WORK TO COMPLETE: So that the copy stays text only, transcribe the data below exactly and exclude the images.

*** Opening RECORDS SUPPLIED ***

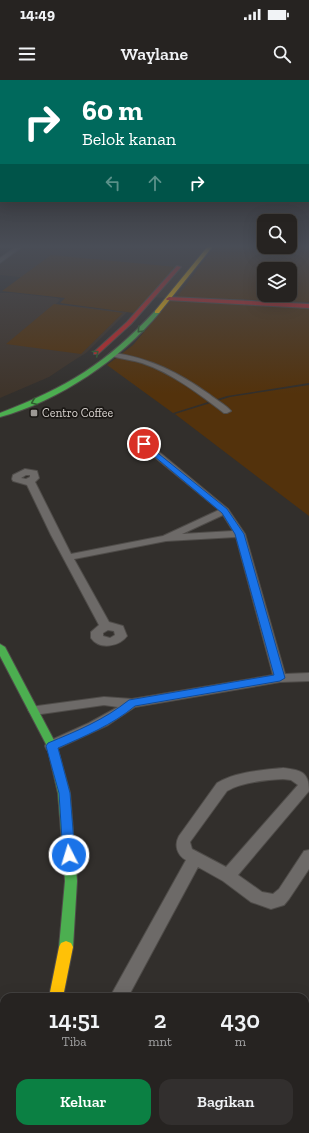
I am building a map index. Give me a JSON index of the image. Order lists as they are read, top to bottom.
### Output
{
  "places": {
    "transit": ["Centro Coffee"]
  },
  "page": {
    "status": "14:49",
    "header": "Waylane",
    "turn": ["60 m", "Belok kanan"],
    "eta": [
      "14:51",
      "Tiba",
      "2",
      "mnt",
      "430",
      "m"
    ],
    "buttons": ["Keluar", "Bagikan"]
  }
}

*** Closing RECORDS SUPPLIED ***

ANSWER AREA:
I am building a map index. Give me a JSON index of the image. Order lists as they are read, top to bottom.
### Output
{
  "places": {
    "transit": ["Centro Coffee"]
  },
  "page": {
    "status": "14:49",
    "header": "Waylane",
    "turn": ["60 m", "Belok kanan"],
    "eta": [
      "14:51",
      "Tiba",
      "2",
      "mnt",
      "430",
      "m"
    ],
    "buttons": ["Keluar", "Bagikan"]
  }
}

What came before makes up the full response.